As a result of the worldwide event which affected everyone in 2020, many travelers are still finding that it is hard to execute a successful trip. Airlines are still in a state of chaos. Accommodation prices are at historic highs in certain locations throughout the world. Industries are all trying to adapt the best way they can following the changing habits of consumers.
Due to the rise of poker online, it’s easier for some gamblers to stay at home than go to Las Vegas. These are big challenges that the tourism industry does not necessarily have a ready solution for. In this article, we take a look at what is happening, and what can be done about it. Read on to learn more about key challenges that the tourism industry faces today.
International travel and importation rates have recently been negatively impacted by what the European Union calls a “tourism tax.” While this tax isn’t incredibly high—usually just a few euros added onto your bill at the end of a stay—it can discourage people from making an already expensive overseas trip.
This is particularly true when it’s considered in the broader spectrum of travel-related issues, like….
Dicey Air Travel
The last few years have been truly wild for the air travel industry. In 2020, airlines couldn’t fill planes to save their lives. It didn’t matter how low they made the rates.
But as people slowly came around to the idea of air travel, the industry struggled to meet the increased demand. There were personal shortages. Flight delays. Booking issues. More delays. Price gouging. Did we mention lots and lots (and lots) of delays?
All of these issues add up. Between delays and high prices, many travelers would prefer to drive.
Changing Business Policy
While this article is primarily about tourism it is important to understand that changing business policies are also continuing to impact the hospitality industry. Many companies have decided to take their meetings online.
Not only did this save a fortune in travel expenses but now many companies decided it was better to keep their reduced travel budget. The result? Hotels, airlines, and car rental agencies are left without a substantial segment of their typical customer base.
It’s important to understand that even though the tourism industry is experiencing challenges, most segments of this sector are experiencing a post-COVID rise. In fact, that is part of the problem. When the pandemic hit, airlines, hotels, and car rental companies went into emergency mode.

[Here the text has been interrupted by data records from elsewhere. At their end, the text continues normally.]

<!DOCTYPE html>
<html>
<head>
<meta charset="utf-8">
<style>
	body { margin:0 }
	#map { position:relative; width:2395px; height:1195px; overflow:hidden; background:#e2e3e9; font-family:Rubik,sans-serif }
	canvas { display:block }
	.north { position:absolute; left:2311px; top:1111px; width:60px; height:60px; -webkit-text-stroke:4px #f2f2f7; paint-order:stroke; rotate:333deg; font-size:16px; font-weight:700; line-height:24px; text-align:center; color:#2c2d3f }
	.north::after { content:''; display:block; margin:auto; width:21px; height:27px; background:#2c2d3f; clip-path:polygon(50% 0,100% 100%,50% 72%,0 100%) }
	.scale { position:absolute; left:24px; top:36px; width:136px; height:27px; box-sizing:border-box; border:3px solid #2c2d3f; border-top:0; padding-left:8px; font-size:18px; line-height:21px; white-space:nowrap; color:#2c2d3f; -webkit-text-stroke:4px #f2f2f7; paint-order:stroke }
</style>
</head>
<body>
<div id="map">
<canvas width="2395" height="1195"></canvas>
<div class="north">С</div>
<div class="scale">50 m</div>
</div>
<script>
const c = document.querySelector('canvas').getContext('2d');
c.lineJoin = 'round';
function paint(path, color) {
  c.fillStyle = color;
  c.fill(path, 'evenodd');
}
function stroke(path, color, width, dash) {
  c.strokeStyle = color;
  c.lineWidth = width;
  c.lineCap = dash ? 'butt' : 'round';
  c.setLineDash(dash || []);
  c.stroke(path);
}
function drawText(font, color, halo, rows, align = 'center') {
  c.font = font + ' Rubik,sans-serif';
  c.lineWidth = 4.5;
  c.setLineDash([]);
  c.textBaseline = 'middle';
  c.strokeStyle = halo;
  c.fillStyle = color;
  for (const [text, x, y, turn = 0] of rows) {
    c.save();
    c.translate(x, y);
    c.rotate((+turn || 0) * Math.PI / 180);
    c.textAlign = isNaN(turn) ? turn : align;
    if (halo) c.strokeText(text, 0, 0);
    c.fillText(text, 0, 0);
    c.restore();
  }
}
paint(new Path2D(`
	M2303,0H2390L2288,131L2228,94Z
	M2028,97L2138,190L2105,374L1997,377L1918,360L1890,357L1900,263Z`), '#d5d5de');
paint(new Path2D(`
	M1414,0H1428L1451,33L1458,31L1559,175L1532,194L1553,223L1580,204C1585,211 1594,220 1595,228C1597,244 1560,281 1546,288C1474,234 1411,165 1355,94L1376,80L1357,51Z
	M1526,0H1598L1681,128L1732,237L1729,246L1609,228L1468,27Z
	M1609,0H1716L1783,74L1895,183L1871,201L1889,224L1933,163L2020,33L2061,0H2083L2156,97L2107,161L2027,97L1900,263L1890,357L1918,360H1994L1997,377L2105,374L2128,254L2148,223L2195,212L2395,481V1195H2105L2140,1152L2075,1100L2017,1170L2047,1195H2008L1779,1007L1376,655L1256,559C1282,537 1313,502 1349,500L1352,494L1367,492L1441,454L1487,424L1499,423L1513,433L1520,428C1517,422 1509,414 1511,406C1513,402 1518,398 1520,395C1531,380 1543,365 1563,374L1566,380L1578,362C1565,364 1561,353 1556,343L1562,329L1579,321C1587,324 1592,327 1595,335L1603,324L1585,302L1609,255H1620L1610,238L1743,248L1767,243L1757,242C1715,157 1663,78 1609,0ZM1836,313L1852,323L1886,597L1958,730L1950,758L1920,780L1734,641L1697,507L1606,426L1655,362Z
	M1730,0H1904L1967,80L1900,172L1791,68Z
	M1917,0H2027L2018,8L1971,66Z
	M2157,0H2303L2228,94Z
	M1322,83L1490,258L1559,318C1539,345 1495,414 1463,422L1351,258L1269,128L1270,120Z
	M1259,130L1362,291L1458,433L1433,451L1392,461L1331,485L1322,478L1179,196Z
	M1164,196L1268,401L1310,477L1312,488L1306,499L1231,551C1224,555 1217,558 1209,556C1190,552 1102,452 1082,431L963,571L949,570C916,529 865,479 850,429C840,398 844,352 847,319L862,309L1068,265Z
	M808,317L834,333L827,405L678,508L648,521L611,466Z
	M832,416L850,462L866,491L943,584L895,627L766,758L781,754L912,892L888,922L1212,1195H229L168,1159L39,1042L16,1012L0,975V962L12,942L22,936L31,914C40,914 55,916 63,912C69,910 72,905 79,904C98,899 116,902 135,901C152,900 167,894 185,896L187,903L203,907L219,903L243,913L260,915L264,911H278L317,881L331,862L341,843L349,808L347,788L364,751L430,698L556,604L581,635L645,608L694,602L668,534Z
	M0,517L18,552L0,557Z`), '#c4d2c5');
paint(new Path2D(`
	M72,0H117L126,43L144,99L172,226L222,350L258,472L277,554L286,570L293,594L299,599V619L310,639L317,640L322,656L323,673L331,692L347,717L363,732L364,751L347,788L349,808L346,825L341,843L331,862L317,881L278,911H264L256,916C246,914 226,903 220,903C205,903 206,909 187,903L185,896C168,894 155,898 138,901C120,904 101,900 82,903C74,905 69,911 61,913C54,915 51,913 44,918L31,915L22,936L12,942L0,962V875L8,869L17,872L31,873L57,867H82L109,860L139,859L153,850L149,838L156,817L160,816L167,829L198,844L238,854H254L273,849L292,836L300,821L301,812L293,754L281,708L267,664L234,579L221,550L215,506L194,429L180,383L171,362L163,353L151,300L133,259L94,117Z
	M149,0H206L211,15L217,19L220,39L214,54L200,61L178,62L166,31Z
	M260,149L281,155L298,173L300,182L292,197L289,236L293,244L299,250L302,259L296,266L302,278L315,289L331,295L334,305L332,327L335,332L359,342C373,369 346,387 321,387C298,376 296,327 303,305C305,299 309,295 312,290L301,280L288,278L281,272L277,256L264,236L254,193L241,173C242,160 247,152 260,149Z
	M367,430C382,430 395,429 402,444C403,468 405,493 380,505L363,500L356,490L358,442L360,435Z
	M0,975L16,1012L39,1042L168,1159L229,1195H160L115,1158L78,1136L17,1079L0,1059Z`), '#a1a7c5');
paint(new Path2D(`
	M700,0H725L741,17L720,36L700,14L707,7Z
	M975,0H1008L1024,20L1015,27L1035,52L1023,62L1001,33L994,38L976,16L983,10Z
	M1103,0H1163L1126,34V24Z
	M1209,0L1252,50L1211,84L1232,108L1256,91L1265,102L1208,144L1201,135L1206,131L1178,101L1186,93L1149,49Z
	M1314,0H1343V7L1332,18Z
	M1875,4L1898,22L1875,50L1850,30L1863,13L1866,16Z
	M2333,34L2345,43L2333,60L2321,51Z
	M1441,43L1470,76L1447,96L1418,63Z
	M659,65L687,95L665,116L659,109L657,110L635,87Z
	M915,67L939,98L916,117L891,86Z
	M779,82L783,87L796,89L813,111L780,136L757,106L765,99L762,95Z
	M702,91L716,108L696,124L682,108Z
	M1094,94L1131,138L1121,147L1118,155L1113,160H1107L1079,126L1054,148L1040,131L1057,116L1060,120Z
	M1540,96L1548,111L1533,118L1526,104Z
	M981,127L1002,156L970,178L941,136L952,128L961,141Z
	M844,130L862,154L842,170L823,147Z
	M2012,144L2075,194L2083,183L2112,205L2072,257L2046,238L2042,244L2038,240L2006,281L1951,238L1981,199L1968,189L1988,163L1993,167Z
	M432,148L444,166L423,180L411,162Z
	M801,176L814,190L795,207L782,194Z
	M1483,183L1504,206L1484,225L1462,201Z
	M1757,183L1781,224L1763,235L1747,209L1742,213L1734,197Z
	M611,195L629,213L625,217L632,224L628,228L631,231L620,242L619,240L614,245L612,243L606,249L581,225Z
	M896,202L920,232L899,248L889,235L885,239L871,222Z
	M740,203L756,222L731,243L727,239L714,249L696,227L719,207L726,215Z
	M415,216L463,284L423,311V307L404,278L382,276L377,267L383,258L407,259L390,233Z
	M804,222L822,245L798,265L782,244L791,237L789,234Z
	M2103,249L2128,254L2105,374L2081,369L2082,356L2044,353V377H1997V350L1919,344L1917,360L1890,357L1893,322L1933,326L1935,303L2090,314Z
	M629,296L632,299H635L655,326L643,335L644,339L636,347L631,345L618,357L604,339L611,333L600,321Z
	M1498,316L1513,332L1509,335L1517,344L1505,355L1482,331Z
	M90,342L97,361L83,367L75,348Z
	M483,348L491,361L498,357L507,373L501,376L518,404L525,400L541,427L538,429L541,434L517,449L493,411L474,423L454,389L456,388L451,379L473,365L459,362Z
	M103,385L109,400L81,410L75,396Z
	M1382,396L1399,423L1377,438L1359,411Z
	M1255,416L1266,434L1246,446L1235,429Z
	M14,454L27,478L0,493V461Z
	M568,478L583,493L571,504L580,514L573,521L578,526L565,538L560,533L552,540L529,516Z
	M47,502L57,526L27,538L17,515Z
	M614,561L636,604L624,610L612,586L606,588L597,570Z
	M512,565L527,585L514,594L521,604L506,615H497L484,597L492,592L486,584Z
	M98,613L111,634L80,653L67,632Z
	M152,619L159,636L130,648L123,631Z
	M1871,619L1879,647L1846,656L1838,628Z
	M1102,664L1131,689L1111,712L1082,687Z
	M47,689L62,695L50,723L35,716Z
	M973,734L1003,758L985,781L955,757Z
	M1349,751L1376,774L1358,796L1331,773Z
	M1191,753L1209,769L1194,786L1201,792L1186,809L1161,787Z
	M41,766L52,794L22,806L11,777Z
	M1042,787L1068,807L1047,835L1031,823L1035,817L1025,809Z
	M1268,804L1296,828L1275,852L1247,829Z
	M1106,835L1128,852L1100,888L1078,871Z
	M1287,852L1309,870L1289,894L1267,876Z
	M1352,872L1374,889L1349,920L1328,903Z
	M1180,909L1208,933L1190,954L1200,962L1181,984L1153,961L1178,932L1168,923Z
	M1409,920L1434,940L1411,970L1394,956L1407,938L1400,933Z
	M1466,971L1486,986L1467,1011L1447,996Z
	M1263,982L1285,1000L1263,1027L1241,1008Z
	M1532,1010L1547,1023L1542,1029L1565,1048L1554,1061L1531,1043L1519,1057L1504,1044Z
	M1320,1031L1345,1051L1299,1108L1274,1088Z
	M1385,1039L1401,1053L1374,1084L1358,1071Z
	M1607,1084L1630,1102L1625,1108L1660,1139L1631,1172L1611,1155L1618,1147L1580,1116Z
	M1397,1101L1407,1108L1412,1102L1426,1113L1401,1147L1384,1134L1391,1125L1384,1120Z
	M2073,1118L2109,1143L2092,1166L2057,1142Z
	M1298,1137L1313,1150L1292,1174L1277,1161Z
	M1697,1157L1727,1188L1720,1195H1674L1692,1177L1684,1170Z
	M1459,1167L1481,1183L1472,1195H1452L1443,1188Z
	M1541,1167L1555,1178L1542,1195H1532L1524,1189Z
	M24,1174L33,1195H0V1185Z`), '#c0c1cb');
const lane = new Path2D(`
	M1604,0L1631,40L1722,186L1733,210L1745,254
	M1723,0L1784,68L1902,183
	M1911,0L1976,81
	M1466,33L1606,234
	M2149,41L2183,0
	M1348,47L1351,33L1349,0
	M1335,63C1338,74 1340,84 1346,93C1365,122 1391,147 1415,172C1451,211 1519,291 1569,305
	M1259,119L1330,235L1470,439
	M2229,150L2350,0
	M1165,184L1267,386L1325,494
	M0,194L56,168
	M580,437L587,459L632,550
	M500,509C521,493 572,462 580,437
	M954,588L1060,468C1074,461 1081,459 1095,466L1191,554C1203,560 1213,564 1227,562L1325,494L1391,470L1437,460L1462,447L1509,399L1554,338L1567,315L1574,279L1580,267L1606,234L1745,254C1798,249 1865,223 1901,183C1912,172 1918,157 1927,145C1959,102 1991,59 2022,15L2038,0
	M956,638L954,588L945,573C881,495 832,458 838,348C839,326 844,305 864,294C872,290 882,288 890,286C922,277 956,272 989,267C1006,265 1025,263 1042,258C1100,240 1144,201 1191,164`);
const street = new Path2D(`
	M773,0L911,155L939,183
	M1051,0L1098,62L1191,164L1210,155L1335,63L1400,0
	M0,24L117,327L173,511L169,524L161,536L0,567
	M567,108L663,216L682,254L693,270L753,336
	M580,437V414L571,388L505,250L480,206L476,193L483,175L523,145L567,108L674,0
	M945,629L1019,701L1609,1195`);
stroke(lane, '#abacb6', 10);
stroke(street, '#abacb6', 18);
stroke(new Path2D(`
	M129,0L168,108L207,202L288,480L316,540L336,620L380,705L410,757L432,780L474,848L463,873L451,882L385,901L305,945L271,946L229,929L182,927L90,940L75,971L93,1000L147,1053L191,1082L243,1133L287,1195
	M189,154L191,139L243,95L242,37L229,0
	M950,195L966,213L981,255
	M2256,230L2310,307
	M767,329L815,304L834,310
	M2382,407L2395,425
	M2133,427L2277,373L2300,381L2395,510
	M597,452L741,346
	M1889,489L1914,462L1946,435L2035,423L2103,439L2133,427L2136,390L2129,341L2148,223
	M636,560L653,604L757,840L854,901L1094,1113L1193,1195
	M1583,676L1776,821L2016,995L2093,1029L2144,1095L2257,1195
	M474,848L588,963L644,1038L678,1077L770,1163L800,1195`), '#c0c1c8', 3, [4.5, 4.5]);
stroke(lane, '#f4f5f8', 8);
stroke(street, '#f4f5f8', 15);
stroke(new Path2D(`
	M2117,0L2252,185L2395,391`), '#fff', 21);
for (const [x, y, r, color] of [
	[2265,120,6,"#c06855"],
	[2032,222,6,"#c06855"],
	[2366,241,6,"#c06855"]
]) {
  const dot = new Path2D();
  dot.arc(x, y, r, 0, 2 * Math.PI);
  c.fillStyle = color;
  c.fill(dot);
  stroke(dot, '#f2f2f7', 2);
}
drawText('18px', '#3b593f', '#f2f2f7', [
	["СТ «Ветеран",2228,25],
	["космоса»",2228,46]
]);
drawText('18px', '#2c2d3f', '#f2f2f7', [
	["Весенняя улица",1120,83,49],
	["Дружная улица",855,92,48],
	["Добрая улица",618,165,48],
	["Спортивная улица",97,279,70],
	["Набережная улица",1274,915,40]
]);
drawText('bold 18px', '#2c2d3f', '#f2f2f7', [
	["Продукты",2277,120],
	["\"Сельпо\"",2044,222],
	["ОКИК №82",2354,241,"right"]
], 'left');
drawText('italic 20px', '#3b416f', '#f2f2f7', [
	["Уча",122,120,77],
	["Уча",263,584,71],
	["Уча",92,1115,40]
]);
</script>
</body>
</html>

Many car rental businesses sold up to 30% of their fleet just to stay open. Businesses had to lay off thousands of workers.
At the same time, the general attitude toward service work began to shift. During the height of the pandemic, it was very difficult to staff people in minimum wage jobs that would expose them to risk of infection.
Even as the risk subsided, however, many people opted not to return to their old jobs. Today, it’s an ongoing challenge for businesses to staff hourly workers. And if you are a car rental service that liquidated 30-50% of your assets just three years ago, you aren’t going to bounce back right away.
Some experts believe that the spring and summer of 2020 set the hospitality industry back a decade. So yes, it will be hard to recover. But no, it’s not impossible.
In fact, the summer of 2023 was the first to demonstrate pre-pandemic norms in terms of hospitality industry growth. Not only did people travel more, but they spread themselves out wider. Trips to Europe and Asia were significantly more prominent than they had been in the last few years.
And with Covid no longer being so focal in many people’s minds, cities were back on the menu as well. Despite challenges, Vegas had a commendable travel season. Their airport remains one of the busiest on the planet.
Same goes for New York. Chicago. London. Tokyo. Paris. We could go on, but you get the picture. It’s easy to assume that since most people have moved on from the pandemic, the economy has as well. Unfortunately, that’s not the case. Pandemic-related complications are still very much something that many industries—including the hospitality sector—are forced to deal with.
But these complications are being dealt with. Slowly, but surely, tourism is bouncing back.